◆ **Task item**
Transcribe the records word for word, beginning with the first line and ending with the line that contains "Give me a JSON index of this"; include nothing else.

Provided information section start

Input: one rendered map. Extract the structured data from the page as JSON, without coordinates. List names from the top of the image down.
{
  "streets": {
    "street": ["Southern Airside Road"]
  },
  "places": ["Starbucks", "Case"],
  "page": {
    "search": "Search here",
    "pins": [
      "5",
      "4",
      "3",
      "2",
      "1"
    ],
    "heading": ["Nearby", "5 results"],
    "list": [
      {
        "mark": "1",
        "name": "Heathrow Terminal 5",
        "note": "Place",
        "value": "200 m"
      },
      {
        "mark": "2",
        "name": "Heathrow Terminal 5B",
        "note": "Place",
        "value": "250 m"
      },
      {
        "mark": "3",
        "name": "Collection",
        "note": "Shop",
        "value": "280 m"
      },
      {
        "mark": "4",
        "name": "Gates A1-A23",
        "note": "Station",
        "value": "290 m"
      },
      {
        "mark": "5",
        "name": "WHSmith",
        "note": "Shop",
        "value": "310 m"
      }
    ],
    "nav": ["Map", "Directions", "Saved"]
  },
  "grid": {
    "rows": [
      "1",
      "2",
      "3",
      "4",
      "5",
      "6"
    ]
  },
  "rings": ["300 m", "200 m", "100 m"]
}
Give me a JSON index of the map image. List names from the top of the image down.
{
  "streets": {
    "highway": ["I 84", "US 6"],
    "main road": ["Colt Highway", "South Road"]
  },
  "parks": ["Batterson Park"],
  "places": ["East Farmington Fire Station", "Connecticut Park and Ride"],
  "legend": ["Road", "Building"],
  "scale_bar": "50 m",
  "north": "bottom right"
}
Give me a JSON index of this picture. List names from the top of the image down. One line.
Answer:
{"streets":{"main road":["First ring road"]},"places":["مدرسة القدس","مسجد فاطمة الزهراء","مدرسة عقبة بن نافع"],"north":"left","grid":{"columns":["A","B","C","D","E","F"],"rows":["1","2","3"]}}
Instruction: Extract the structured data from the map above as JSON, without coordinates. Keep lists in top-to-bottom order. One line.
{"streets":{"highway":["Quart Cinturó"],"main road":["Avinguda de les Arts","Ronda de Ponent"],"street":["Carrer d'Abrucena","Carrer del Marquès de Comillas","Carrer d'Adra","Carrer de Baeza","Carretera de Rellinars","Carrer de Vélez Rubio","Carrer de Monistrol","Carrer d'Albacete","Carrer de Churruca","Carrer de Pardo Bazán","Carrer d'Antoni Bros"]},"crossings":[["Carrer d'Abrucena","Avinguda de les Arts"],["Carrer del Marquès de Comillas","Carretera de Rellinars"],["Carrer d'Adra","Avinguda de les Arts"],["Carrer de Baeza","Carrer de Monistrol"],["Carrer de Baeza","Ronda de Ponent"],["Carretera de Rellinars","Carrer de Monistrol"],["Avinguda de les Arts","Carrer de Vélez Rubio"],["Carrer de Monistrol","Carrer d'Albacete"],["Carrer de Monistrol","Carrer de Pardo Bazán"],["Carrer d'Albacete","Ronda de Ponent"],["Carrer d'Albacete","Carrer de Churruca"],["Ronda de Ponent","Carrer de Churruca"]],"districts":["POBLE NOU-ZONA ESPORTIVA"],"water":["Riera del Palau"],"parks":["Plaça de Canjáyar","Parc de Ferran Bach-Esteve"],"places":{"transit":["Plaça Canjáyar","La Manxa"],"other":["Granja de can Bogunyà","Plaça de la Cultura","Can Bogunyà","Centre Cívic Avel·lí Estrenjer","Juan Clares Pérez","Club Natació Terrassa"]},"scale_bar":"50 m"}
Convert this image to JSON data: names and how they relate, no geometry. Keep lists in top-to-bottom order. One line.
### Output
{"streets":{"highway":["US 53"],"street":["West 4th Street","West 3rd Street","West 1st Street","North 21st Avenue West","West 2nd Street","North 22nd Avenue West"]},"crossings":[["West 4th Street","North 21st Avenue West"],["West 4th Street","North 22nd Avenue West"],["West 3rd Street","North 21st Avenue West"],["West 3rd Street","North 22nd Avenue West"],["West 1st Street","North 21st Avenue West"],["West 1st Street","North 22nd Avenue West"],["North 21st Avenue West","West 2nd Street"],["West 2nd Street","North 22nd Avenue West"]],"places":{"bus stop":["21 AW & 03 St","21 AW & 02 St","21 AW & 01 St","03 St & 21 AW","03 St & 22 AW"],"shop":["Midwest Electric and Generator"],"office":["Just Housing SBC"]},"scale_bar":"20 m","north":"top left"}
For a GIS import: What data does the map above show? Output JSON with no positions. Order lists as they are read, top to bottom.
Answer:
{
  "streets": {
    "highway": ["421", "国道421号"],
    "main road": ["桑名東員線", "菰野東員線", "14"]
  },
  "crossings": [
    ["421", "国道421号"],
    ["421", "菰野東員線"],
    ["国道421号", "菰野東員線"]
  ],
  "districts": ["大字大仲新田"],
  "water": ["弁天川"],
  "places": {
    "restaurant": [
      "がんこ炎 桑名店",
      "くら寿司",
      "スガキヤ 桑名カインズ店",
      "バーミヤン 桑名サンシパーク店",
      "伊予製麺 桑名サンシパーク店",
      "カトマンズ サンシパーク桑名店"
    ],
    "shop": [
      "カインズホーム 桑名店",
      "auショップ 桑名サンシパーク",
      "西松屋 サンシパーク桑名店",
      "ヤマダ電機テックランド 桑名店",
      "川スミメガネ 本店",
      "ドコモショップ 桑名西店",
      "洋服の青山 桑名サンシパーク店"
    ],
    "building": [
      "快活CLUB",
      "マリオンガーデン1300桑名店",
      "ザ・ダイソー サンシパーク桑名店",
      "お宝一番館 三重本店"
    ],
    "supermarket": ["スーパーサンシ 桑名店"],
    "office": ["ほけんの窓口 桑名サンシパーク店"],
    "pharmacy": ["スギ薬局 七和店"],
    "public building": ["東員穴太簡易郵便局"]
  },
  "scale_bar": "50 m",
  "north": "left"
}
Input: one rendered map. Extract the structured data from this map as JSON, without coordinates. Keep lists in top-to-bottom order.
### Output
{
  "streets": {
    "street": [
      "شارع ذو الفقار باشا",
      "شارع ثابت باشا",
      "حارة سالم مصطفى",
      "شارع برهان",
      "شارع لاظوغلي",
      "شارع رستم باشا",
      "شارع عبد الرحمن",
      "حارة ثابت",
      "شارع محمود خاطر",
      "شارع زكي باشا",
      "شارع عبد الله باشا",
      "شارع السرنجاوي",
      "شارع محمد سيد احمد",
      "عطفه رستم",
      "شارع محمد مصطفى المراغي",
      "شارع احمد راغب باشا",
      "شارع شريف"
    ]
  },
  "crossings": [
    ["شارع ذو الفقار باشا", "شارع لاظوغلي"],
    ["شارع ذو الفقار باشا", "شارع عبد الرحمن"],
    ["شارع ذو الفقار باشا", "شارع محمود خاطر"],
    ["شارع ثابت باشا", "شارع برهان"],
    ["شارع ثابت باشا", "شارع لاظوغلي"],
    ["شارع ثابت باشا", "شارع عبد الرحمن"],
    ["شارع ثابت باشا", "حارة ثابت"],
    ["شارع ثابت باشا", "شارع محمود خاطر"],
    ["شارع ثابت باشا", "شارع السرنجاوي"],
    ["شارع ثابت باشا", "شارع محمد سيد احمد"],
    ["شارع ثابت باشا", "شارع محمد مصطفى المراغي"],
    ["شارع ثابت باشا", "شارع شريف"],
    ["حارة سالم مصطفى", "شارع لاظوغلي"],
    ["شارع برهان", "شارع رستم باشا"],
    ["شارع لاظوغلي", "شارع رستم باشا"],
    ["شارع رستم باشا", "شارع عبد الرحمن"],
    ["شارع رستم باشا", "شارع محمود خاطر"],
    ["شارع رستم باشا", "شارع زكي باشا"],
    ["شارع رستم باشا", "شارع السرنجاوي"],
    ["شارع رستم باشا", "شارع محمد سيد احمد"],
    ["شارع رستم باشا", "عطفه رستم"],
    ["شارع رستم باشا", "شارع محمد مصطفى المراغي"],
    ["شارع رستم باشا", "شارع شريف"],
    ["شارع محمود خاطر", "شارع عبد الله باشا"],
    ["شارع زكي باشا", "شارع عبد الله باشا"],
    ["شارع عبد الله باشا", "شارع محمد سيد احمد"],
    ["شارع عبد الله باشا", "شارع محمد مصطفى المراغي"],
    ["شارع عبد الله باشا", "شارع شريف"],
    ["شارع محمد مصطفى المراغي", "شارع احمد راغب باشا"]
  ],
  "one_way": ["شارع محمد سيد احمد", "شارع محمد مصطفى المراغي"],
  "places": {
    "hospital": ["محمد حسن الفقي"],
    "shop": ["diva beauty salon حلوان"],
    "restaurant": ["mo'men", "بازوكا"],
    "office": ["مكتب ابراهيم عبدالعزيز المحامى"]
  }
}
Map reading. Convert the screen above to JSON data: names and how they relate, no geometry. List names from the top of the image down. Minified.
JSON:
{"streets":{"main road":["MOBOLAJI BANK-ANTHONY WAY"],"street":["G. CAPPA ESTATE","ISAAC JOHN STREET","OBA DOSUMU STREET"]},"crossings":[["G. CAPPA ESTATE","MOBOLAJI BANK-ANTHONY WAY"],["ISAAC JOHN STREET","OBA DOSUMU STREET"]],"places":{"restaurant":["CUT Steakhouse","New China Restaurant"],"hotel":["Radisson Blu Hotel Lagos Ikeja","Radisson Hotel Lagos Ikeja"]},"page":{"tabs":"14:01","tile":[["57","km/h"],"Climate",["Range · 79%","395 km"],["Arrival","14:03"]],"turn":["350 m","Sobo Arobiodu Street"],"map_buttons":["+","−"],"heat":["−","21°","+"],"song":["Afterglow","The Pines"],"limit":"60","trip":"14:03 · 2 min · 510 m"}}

Provided information section end

◆ **Answer area**
Input: one rendered map. Extract the structured data from the page as JSON, without coordinates. List names from the top of the image down.
{
  "streets": {
    "street": ["Southern Airside Road"]
  },
  "places": ["Starbucks", "Case"],
  "page": {
    "search": "Search here",
    "pins": [
      "5",
      "4",
      "3",
      "2",
      "1"
    ],
    "heading": ["Nearby", "5 results"],
    "list": [
      {
        "mark": "1",
        "name": "Heathrow Terminal 5",
        "note": "Place",
        "value": "200 m"
      },
      {
        "mark": "2",
        "name": "Heathrow Terminal 5B",
        "note": "Place",
        "value": "250 m"
      },
      {
        "mark": "3",
        "name": "Collection",
        "note": "Shop",
        "value": "280 m"
      },
      {
        "mark": "4",
        "name": "Gates A1-A23",
        "note": "Station",
        "value": "290 m"
      },
      {
        "mark": "5",
        "name": "WHSmith",
        "note": "Shop",
        "value": "310 m"
      }
    ],
    "nav": ["Map", "Directions", "Saved"]
  },
  "grid": {
    "rows": [
      "1",
      "2",
      "3",
      "4",
      "5",
      "6"
    ]
  },
  "rings": ["300 m", "200 m", "100 m"]
}
Give me a JSON index of the map image. List names from the top of the image down.
{
  "streets": {
    "highway": ["I 84", "US 6"],
    "main road": ["Colt Highway", "South Road"]
  },
  "parks": ["Batterson Park"],
  "places": ["East Farmington Fire Station", "Connecticut Park and Ride"],
  "legend": ["Road", "Building"],
  "scale_bar": "50 m",
  "north": "bottom right"
}
Give me a JSON index of this picture. List names from the top of the image down. One line.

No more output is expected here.